Confusion about undefined behaviour

P

Phil Carmody

Stephen Sprunk said:
(* The IDT must live at physical addresses 0-1023 on x86, which is a

False assumptions may lead to false conclusions. You seem to be
unaware of the LIDT instruction which has only existed in the
instruction set for 26 years. Yes, even I'm surprised it's 26,
but it is.

Phil
 
J

James Kuyper

Hallvard said:
Then we are not having the same discussion.

Quite possibly - but until you are more specific about what you found
objectionable in my statement, that's the best response I can give you.
Yes. Then what are you disagreeing with me about? Why are you denying
that the kernel can define what happens when you follow a null pointer?

Because the kernel designers can define what they want to have happen,
and on the basis of that definition rule out the use of certain
compilers, but it's the compiler that they chose which defines what
actually happens.
There's nothing to correct if it's not a bug. It's not a bug to depend
on a compiler extension. If that's what they were doing (and specifying
that they were doing).

It's a bug if dependence on the compiler extension was unintentional,
which seems to be what happened in this case. The code looks very much
like the possibility that 'tun' might be null was given only pro-forma
consideration, and as a result the test for that possibility was misplaced.

For what possible reason should they NOT replace:


struct sock *sk = tun->sk;
if (!tun)
return POLLERR;

with

struct sock *sk;
if(!tun)
return POLLERR;
sk = tun->sk;

?
 
K

Keith Thompson

Hallvard B Furuseth said:
Yes, this particular case was a bug. But this is about the general case
- quoting Stephen Sprunk upthread:

"However, the problem is that in Linux/x86 _kernel_ code, dereferencing
NULL is defined (by the implementation) to _not_ trap"

Ok -- but does it *ever* make sense for kernel code to depend on this?

Hypothesis: Attempting to dereference a null pointer in Linux kernel
code always indicates a bug. The environment arranges not to trap
on such a dereference only for the purpose of avoiding drastic
consequences for such bugs, not to enable any useful behavior.
 
K

Keith Thompson

Phil Carmody said:
The implementation may specify that a pointer with all zero bits
in its internal representation is dereferencable, the C standard
permits that (though one has to work for it). That's different
from a NULL pointer though.

I've worked on a system where a NULL pointer, e.g. (void*)0,
was represented by 0x8000000 (and any address with the top bit
set would cause a fault).

Absolutely correct in the general case. In this specific case,
however (Linux on x86 compiled with gcc), a null pointer happens to be
all-bits-zero, and the implementation may rely on that guarantee.
 
J

James Kuyper

Hallvard said:
Keith Thompson writes: ....

Yes, this particular case was a bug. But this is about the general case
- quoting Stephen Sprunk upthread:

"However, the problem is that in Linux/x86 _kernel_ code, dereferencing
NULL is defined (by the implementation) to _not_ trap.
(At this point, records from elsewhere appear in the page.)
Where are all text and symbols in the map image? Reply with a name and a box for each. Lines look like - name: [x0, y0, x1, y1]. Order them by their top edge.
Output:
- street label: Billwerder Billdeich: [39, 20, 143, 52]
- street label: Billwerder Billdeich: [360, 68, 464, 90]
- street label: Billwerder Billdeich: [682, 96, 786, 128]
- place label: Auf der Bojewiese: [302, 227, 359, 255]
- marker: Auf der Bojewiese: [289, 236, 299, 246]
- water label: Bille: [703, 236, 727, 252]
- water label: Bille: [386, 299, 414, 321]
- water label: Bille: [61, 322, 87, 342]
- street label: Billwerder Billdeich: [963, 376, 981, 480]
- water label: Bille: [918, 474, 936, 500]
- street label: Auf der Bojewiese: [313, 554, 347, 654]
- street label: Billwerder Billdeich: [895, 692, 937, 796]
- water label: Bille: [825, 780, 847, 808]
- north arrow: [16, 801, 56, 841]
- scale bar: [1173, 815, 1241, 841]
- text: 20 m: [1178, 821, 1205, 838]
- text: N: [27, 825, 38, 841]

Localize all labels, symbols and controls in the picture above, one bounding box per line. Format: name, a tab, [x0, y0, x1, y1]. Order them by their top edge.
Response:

The code in question was compiled by gcc with
-fdelete-null-pointer-checks turned on, either explicitly or as a
side-effect of the other options chosen. That implementation of C does
not define the behavior that results from dereferencing NULL in the
manner he described, so his statement was incorrect. It's the C compiler
which defines such things, not the kernel. The kernel might come with
documentation that specifies something else, but that documentation has
no control over what actually happens; only the compiler has that control.
 
P

Phil Carmody

Oh, I do. The C Standard Committee can walk away without blame, and so
can the gcc crowd. The fault lies entirely with the kernel jocks.

But they never ran into the situation anyway, so they didn't need
to walk away. They can stand back and feel smug, if they so desire,
as they have the right to.

I spotted some more UB in the core kernel yesterday, and I noticed that
the maintainer of the component it was part of was the same guy who
contributed the UB above. (Un)fortunately it's not exploitable ;-)
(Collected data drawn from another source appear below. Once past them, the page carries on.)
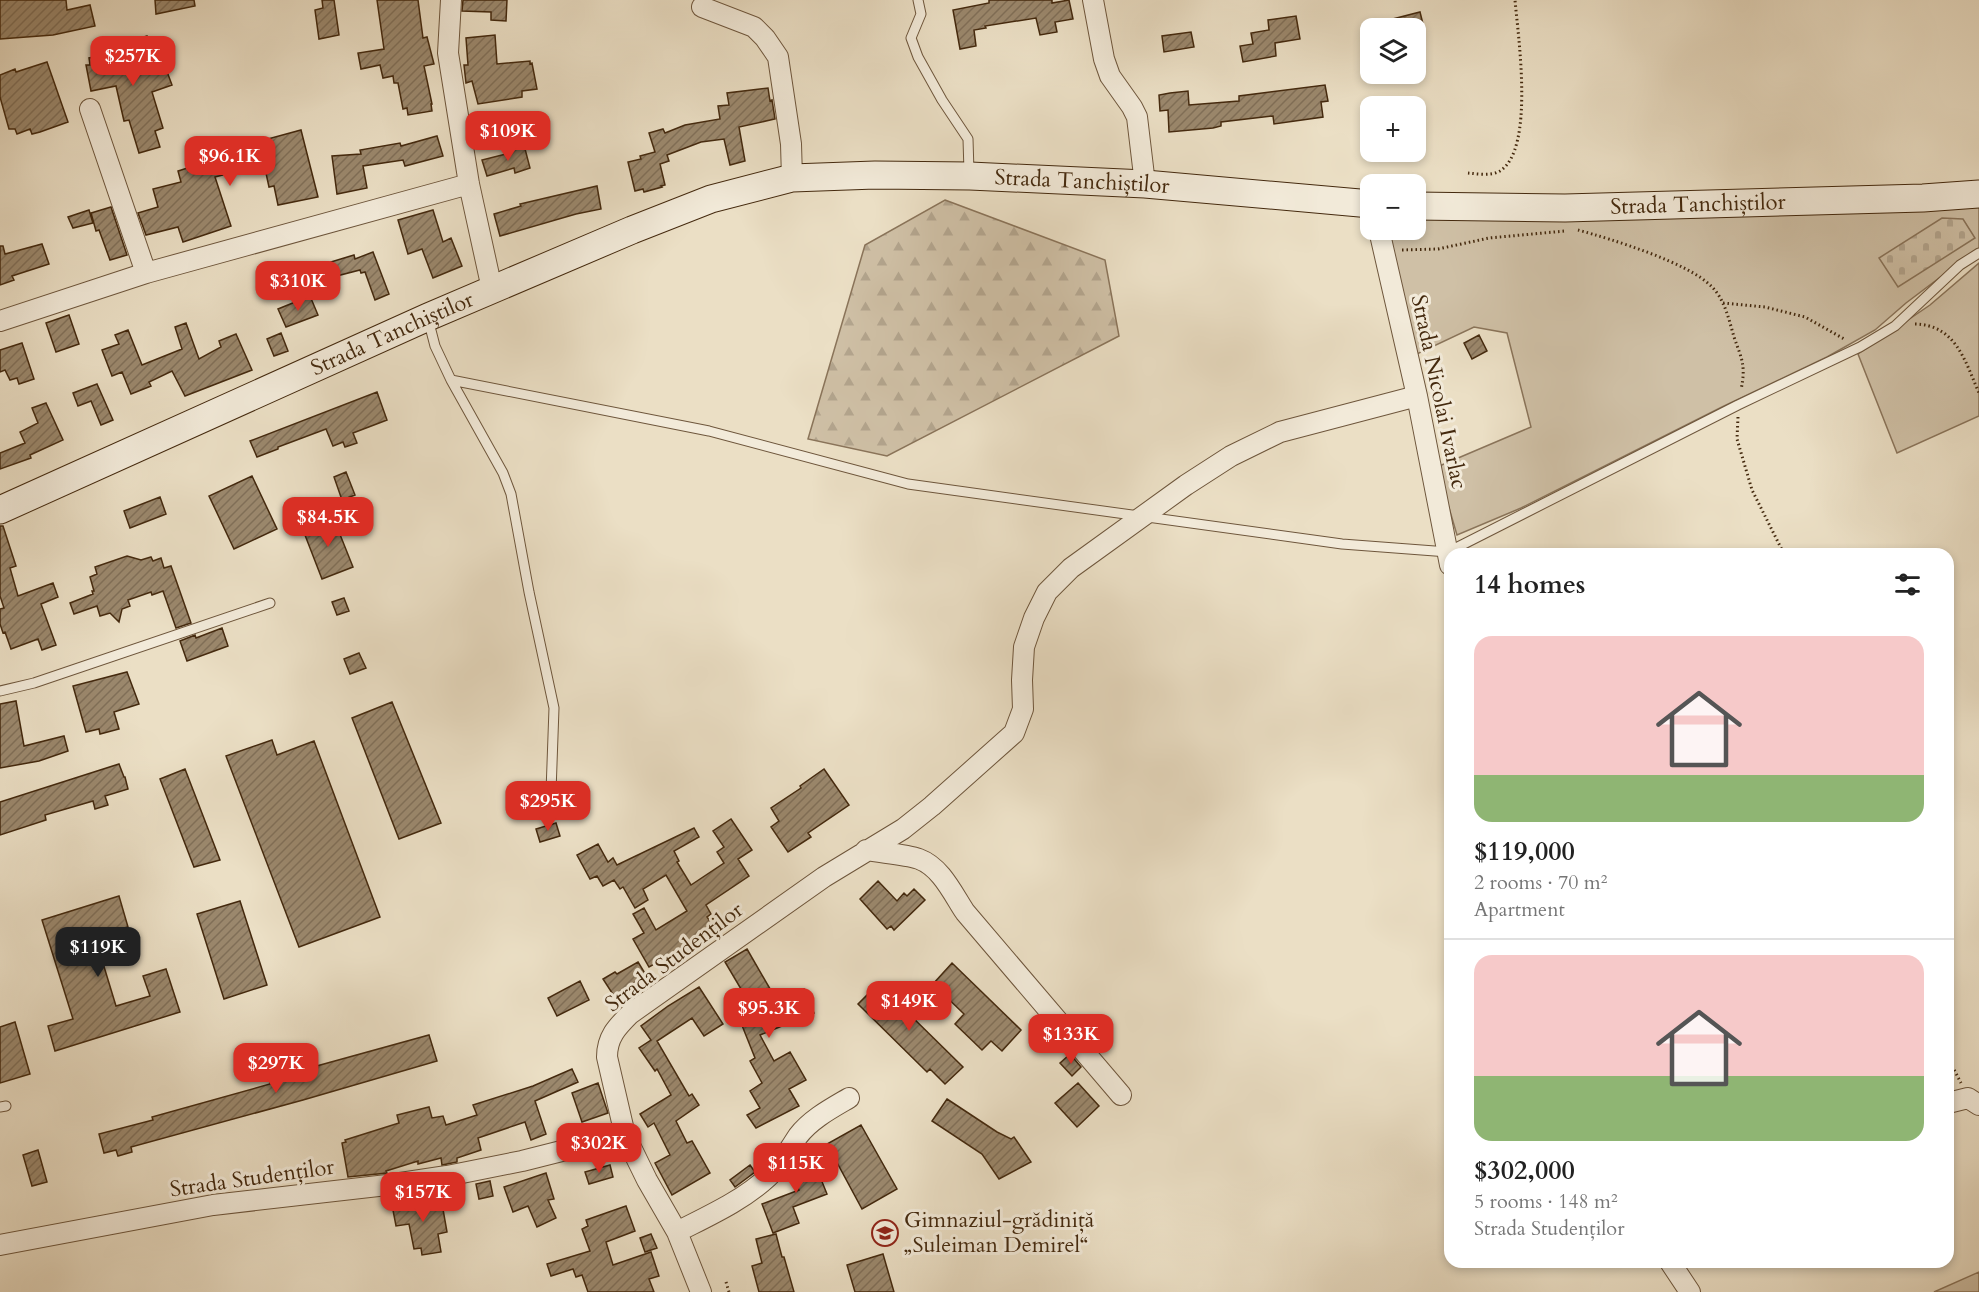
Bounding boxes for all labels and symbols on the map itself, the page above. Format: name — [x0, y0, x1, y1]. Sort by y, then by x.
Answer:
pin: $257K — [91, 36, 175, 87]
pin: $109K — [466, 111, 550, 162]
pin: $96.1K — [181, 136, 279, 187]
street label: Strada Tanchiștilor — [994, 162, 1172, 201]
street label: Strada Tanchiștilor — [1610, 187, 1787, 222]
pin: $310K — [256, 261, 340, 312]
street label: Strada Tanchiștilor — [306, 284, 479, 383]
street label: Strada Nicolai Ivarlac — [1404, 292, 1474, 492]
pin: $84.5K — [279, 497, 377, 548]
pin: $295K — [506, 781, 590, 832]
street label: Strada Studenților — [599, 895, 750, 1019]
pin: $119K — [56, 927, 140, 978]
pin: $149K — [867, 981, 951, 1032]
pin: $95.3K — [720, 988, 818, 1039]
pin: $133K — [1029, 1014, 1113, 1065]
pin: $297K — [234, 1043, 318, 1094]
pin: $302K — [557, 1123, 641, 1174]
pin: $115K — [754, 1143, 838, 1194]
street label: Strada Studenților — [168, 1151, 337, 1204]
pin: $157K — [381, 1172, 465, 1223]
place label: Gimnaziul-grădiniţă „Suleiman Demirel“ — [904, 1205, 1095, 1260]
school or university icon: Gimnaziul-grădiniţă „Suleiman Demirel“ — [870, 1218, 900, 1248]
I was trying to find C&V in the standard yesterday, but failing -
can someone give me a pointer or reference to where it says the
following is baaaaaaaad.

struct { int x; int foo[32]; int bar[32]; } *p;
//...
p->foo[32] = thing();
p->bar[0] = IdontcarewhatIjustdidasImrepairingitnow();

Much obliged,
Phil
 
P

Phil Carmody

Moi said:
Strictly speaking it is UB.

But, given the fact that the kernel-source must be considered
freestanding code, IMHO different rules _could_ apply.
( I don't know what GCC's -ffreestanding flag actually does; it possibly
just avoids library dependencies)

IIRC in freestanding environments the compiler *may* define UB to
anything it wants. (correct me if I am wrong)

The implementation may define anything it wants in cases of UB.
It may define a dog to have 5 tails, for example.
I can imagine the compiler user _wants_ the "intended behaviour" (IB) to
be "If I dereference null pointers, I know what I'm doing. Trust me ..."

How else could a kernel ever address memory at location=0 ?

I can think of at least two methods.
1) it can use an implementation which doesn't use the all-bits-zero value
as the null pointer. (I've seen this on some embedded systems where address 0
was necessary to access, for example.)
2) it can use an implementation which supplies a
writeAtAddress0(char const*,size_t) function.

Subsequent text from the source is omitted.